# Oral Malignant Melanoma



## memlili (Mar 16, 2006)

Wondering if anyone else has dealt with this? My sweet Lili, who was at the time 11-1/2, developed a "sore" on the very edge of her lip about this time last year. It was diagnosed as unpigmented malignant melenoma. My vet explained in great detail and it was very scary, as it is a cancer that doesn't have a great prognosis. In mid-January a large piece was removed from Lili's lip (I cried BIG tears over that) and the report was that they got everything. I chose not to have the cancer staged, as there wasn't much more we could do and I didn't want to put her through anything more. She has a crooked little smile now, but she is still beautiful to all of us who love her! She recently had a check-up and there is no sign of anything. I had been told that she probably had 12-18 months to live and like Meggie's mom, I want to keep her forever! She is full of energy, plays like a puppy and seems perfectly healthy. I am wondering if anyone else out there has dealt with this and has had a dog that beat the odds and lived a good length of time after being treated for this cancer.

Thanks ~ and Happy Holidays to all!
~ Memlili


----------



## Oaklys Dad (Dec 28, 2005)

I have no experience with this but wanted to say congratulation to Lili for fighting like a champ. So nice to hear she is doing so well.


----------



## ggdenny (Nov 2, 2008)

I don't have any experience with that cancer, but I have lost two dogs to cancer. My only advice is to do whatever you think it right for Lili. I don't know where you live, however if you live anywhere near a university veterinary medical teaching hospital it would be a good move to have specialists there check her out and give a second opinion and/or treatment plan.
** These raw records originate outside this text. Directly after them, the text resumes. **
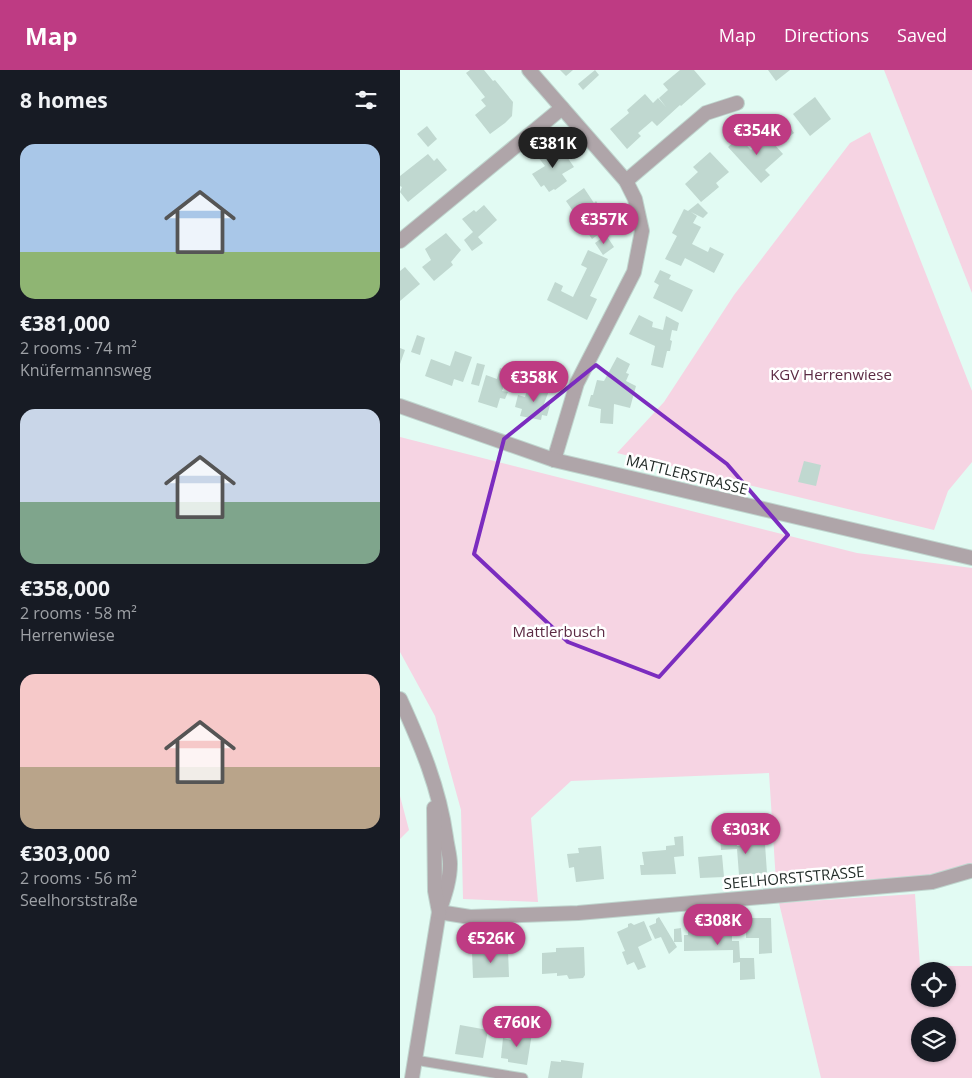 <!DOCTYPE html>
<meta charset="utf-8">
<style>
body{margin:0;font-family:"Open Sans",sans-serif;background:#242831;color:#f1f3f6;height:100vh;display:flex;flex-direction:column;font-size:19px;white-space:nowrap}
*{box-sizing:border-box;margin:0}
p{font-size:16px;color:#9ea1a6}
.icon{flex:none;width:28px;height:28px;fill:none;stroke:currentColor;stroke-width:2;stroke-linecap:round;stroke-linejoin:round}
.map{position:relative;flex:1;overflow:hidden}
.side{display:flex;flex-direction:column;background:#171b24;width:400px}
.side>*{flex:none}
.tools{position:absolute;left:511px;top:892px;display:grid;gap:10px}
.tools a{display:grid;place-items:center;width:45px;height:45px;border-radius:50%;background:#171b24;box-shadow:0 1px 4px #0004;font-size:25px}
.price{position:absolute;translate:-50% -42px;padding:0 11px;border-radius:18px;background:#be3b83;color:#fff;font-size:16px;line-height:32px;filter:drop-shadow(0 1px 2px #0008)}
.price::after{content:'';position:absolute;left:50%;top:30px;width:15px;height:11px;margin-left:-8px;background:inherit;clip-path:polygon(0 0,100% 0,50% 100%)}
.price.on{background:#222;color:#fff}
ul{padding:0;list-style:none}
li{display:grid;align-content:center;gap:10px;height:265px;padding:0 20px}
li span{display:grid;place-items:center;height:155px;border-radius:15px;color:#555}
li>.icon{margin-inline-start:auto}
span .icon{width:90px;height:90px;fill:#fffc;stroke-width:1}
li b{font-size:21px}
h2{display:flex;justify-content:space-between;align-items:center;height:60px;padding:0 20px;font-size:21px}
header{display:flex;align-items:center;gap:30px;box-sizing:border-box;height:70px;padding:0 25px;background:#be3b83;color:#fff}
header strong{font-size:24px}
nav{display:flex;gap:28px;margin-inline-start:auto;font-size:18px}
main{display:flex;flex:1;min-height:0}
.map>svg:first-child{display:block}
.green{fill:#f6d4e3;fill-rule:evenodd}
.building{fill:#c0d8d0}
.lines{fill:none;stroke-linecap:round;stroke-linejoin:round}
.service-casing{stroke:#bfd5ce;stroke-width:11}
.minor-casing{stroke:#bfd5ce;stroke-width:16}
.tertiary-casing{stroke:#bfd5ce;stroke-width:16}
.service{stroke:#afa5a9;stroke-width:9}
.minor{stroke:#afa5a9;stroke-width:14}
.tertiary{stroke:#afa5a9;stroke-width:14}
.marked{fill:none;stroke:#7b2cbf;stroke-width:4;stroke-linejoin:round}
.labels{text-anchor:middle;stroke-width:5;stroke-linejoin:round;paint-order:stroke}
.park-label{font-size:15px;fill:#5b2a43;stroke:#fff}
.street-label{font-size:15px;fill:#1f2825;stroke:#fff}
</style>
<header>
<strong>Map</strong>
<nav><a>Map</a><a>Directions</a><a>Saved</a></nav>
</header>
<main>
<section class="side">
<h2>8 homes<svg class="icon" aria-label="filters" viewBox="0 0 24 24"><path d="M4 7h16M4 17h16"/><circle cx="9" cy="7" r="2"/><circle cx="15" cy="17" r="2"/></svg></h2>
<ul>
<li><span style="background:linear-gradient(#a9c7e8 70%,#8fb573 0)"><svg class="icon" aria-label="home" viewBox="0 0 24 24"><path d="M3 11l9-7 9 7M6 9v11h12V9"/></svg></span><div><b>€381,000</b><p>2 rooms · 74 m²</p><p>Knüfermannsweg</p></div></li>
<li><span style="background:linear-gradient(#c9d6e8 60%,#7fa58c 0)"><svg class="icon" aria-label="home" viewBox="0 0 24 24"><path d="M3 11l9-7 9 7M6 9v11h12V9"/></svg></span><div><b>€358,000</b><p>2 rooms · 58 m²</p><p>Herrenwiese</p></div></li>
<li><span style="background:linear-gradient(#f6c9c9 60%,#b9a48a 0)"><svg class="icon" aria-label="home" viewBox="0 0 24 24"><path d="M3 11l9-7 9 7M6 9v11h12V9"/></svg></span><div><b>€303,000</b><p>2 rooms · 56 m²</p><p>Seelhorststraße</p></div></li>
</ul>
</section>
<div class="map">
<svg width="572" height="1008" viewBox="0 0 572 1008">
<rect width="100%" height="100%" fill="#e2fbf3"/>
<g class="green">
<path d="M 484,0 L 572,0 L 572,223 Z"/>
<path d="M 470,62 L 572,321 L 572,392 L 548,421 L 534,460 L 217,383 L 264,332 L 334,225 L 450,73 Z"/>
<path d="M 0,367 L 457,483 L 572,498 L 572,798 L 530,808 L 376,812 L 369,703 L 171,711 L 131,748 L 138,832 L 63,829 L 61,740 L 35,646 L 0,582 Z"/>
<path d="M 0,726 L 9,760 L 0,769 Z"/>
<path d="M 515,824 L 520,896 L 572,896 L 572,1008 L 421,1008 L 379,833 ZM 520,901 L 548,901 L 548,929 L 520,929 ZM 520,956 L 548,956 L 548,984 L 520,984 Z"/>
</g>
<g class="building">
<path d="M 70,0 L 84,0 L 93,11 L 95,10 L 113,32 L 112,46 L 105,53 L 90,64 L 75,45 L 86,36 L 81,30 L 85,27 L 66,3 Z"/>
<path d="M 160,0 L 173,0 L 166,6 Z"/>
<path d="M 195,0 L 199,5 L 183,20 L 178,14 Z"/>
<path d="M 280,0 L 294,0 L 306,14 L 281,36 L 280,35 L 257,56 L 252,51 L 238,63 L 241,66 L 227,79 L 210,59 L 229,43 L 227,40 L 245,24 L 253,33 L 258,28 L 266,37 L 259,28 L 268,20 L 263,14 Z"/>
<path d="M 368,0 L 390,0 L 376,11 Z"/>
<path d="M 415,27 L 431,49 L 410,66 L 393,44 Z"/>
<path d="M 385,50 L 394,63 L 382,72 L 372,60 Z"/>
<path d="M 27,56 L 37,69 L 28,77 L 17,64 Z"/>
<path d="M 366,65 L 383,84 L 365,100 L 370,105 L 361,113 L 328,77 L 339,67 L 351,80 Z"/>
<path d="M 158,74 L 174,97 L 162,104 L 167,111 L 155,120 L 154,119 L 149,122 L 144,115 L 141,117 L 132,104 L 145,96 L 138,87 Z"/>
<path d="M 310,82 L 329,102 L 316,113 L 319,117 L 301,132 L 285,114 L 298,102 L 293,97 Z"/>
<path d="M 28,84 L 34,91 L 37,88 L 47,100 L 8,132 L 0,122 L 2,117 L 0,116 L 0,106 Z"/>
<path d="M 184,118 L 194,133 L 196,131 L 212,155 L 192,169 L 166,131 Z"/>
<path d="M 298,133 L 308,143 L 303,148 L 291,142 L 297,146 L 293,153 L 301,157 L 292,174 L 308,182 L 310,177 L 324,184 L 314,203 L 285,188 L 281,196 L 265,189 L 277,166 L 272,163 L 284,139 L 288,141 Z"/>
<path d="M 84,135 L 97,150 L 78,167 L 83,173 L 72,181 L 64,170 L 73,162 L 62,149 L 74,140 L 76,142 Z"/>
<path d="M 46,163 L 61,180 L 51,192 L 53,195 L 34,211 L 22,197 L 31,190 L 25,179 Z"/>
<path d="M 206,165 L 214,177 L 203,185 L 195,173 Z"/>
<path d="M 188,180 L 208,189 L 190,226 L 197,229 L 187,250 L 147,230 L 155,212 L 163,216 L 161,221 L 173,227 L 187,198 L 181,195 Z"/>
<path d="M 5,197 L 20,214 L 0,231 L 0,201 Z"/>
<path d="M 260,200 L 271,205 L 269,209 L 293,220 L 282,242 L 253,228 L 259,215 L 254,212 Z"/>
<path d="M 239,245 L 253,252 L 252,257 L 263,260 L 266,246 L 279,253 L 277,261 L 272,260 L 270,270 L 272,271 L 270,281 L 267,281 L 263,298 L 251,295 L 255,276 L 229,264 Z"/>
<path d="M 17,265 L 25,268 L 20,285 L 11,282 Z"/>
<path d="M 0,278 L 5,280 L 0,294 Z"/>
<path d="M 55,281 L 72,287 L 63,312 L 54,309 L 52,316 L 25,306 L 31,289 L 50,296 Z"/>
<path d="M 217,287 L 230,294 L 226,303 L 229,304 L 226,311 L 236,316 L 230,338 L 214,334 L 213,354 L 200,353 L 201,339 L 188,336 L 191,325 L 193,325 L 197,310 L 204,311 Z"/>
<path d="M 77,293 L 85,295 L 79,316 L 71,314 Z"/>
<path d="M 100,298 L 114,302 L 110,315 L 105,313 L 102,321 L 108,322 L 105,329 L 100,328 L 97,338 L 78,332 L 86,305 L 97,309 Z"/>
<path d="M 128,316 L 141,320 L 142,316 L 150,318 L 144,334 L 150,335 L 147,346 L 142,345 L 141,350 L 120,346 L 122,339 L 115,337 L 118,325 L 125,327 Z"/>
<path d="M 404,391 L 421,395 L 416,416 L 398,412 Z"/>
<path d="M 336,760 L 337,776 L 365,774 L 367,803 L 339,805 L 337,779 L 321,780 L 320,766 L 329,765 L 328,761 Z"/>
<path d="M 283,766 L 284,786 L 274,787 L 276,804 L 241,805 L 240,795 L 244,795 L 242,782 L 266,780 L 266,776 L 275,775 L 274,767 Z"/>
<path d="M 201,776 L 204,809 L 176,812 L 174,797 L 169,798 L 167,784 L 179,783 L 178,778 Z"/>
<path d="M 322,785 L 324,807 L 300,808 L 298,787 Z"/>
<path d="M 259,847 L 277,877 L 269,884 L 261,867 L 255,869 L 249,856 L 256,853 L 256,849 Z"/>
<path d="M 346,848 L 371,848 L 372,883 L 359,884 L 359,868 L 346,868 Z"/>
<path d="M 244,851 L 252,870 L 238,877 L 246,897 L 238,900 L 234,892 L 227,895 L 222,882 L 225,881 L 217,862 L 228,857 L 228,854 L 231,853 L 234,855 Z"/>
<path d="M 291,855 L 308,857 L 325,855 L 325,856 L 328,856 L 328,864 L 332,864 L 332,871 L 339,871 L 340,888 L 354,888 L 355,909 L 340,910 L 340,892 L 333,893 L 333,880 L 284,881 L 284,865 L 288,865 L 288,857 L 291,857 Z"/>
<path d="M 281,858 L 282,872 L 274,872 L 274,859 Z"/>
<path d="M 184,877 L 185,905 L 183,908 L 169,909 L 167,905 L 157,906 L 157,903 L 142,904 L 142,883 L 156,882 L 156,878 Z"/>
<path d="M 108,880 L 109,907 L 73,908 L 72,882 Z"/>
<path d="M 60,955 L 88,960 L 83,988 L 55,984 Z"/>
<path d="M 113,960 L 132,963 L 127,995 L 108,992 L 108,989 L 101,988 L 103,968 L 111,970 Z"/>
<path d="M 161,990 L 184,993 L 182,1008 L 148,1008 L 151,991 L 161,992 Z"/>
</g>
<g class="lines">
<g class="service-casing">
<path id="service" d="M 15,990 L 123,1008"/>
</g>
<g class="minor-casing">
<g id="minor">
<path d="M 129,0 L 226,111 L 235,129 L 242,161 L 234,202 L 177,313 L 154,390"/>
<path d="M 226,111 L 306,43 L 337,33"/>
<path d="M 0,171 L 162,38"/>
<path d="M 39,842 L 70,847 L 178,843 L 532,812 L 570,801"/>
</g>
</g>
<g class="tertiary-casing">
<g id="tertiary">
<path d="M 0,336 L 154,390 L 572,488"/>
<path d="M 0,629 C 21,675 39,717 46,767 C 47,776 50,785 50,794 C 50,811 44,827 39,842 L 12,1008"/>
<path d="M 34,738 L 35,821 L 39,842"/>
</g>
</g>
<use href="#service" class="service"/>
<use href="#minor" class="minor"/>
<use href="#tertiary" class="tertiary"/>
</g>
<path class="marked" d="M 196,295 L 327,394 L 388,465 L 259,607 L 168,572 L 74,484 L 104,369 Z"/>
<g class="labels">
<g class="park-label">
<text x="431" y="310">KGV Herrenwiese</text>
<text x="159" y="567">Mattlerbusch</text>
</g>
<g class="street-label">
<text transform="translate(287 405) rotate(14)" y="5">MATTLERSTRASSE</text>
<text transform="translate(394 808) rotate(-5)" y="5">SEELHORSTSTRASSE</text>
</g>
</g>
</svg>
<div class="tools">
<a><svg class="icon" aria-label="locate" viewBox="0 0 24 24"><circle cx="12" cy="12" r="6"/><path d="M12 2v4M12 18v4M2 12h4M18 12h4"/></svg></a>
<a><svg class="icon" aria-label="layers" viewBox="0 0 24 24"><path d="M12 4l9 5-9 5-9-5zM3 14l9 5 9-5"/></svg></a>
</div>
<b class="price" style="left:357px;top:86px">€354K</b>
<b class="price on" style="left:153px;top:99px">€381K</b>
<b class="price" style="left:204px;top:175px">€357K</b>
<b class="price" style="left:134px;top:333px">€358K</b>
<b class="price" style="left:346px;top:785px">€303K</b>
<b class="price" style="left:318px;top:876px">€308K</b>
<b class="price" style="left:91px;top:894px">€526K</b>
<b class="price" style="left:117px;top:978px">€760K</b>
</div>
</main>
She may have a crooked smile, but I'll bet it gives her such character.:wavey:


----------



## memlili (Mar 16, 2006)

I think Lil is still beautiful and I am posting a photo so that if anyone else faces this they can see how she looks. I was worried that the surgery would leave her terribly disfigured, but my vet has cared for Lil since she was a baby and loves her dearly. She worked really hard to make it as minimal as possible while still getting all the cancer. I think she did a pretty good job!
~ Memlili


----------



## Oaklys Dad (Dec 28, 2005)

Lil is a white faced beauty with plenty of spark in her eyes.



memlili said:


> I think Lil is still beautiful and I am posting a photo so that if anyone else faces this they can see how she looks. I was worried that the surgery would leave her terribly disfigured, but my vet has cared for Lil since she was a baby and loves her dearly. She worked really hard to make it as minimal as possible while still getting all the cancer. I think she did a pretty good job!
> ~ Memlili


----------



## forthelovefomax (Dec 22, 2008)

I am so sorry you are going through this. I love the crooked smile, it gives her a thoughtful look.


----------



## daddysgirl (Feb 27, 2007)

memlili said:


> I think Lil is still beautiful and I am posting a photo so that if anyone else faces this they can see how she looks. I was worried that the surgery would leave her terribly disfigured, but my vet has cared for Lil since she was a baby and loves her dearly. She worked really hard to make it as minimal as possible while still getting all the cancer. I think she did a pretty good job!
> ~ Memlili


Lili is beautiful, I just want to give her a big kiss. keep fighting sweet girl. a true beauty inside and out. Denise


----------



## Jazz & Jules (Feb 25, 2007)

Oh she is just beautiful!!!!!!!!!!!!!!!


----------



## goldenluver (Feb 26, 2007)

She sure is beautiful and glad she's doing good.


----------



## hotel4dogs (Sep 29, 2008)

I don't have any personal experience with this, but I do know that there's a vaccination available only to veterinary oncologists which has had excellent success in preventing the recurrence of the cancer. You might want to contact a veterinary oncologist and ask about it.
I think she's just gorgeous!
A customer of mine had a beagle mix with oral malignant melanoma. It was removed once, and grew back quickly. She then took the dog to an oncologist, where they removed it a second time and then they did 4 radiation treatments on the dog. 
The dog lived another 3 years and finally died at the age of 18-1/2, of totally unrelated causes.
Welcome to the forum!


----------



## BeauShel (May 20, 2007)

Your Lili is just gorgeous and looks like she is doing the Elvis smile. She is a very brave girl and that just give her alittle more character. I dont have any experience with that type of cancer but wanted to welcome you and Lili and hope she will not have anymore problems and can beat it.


----------



## Heidi36oh (Feb 27, 2007)

What a beautiful smile on you're sweet Lil, glad she is going good.


----------



## Hudson (May 18, 2005)

Lili is doing well and is just beautiful, sorry I have no experience with this type of cancer to offer you. Welcome to you both.


----------



## chaseisace (Nov 4, 2008)

Lili is beautiful plain and simple ....just beautiful..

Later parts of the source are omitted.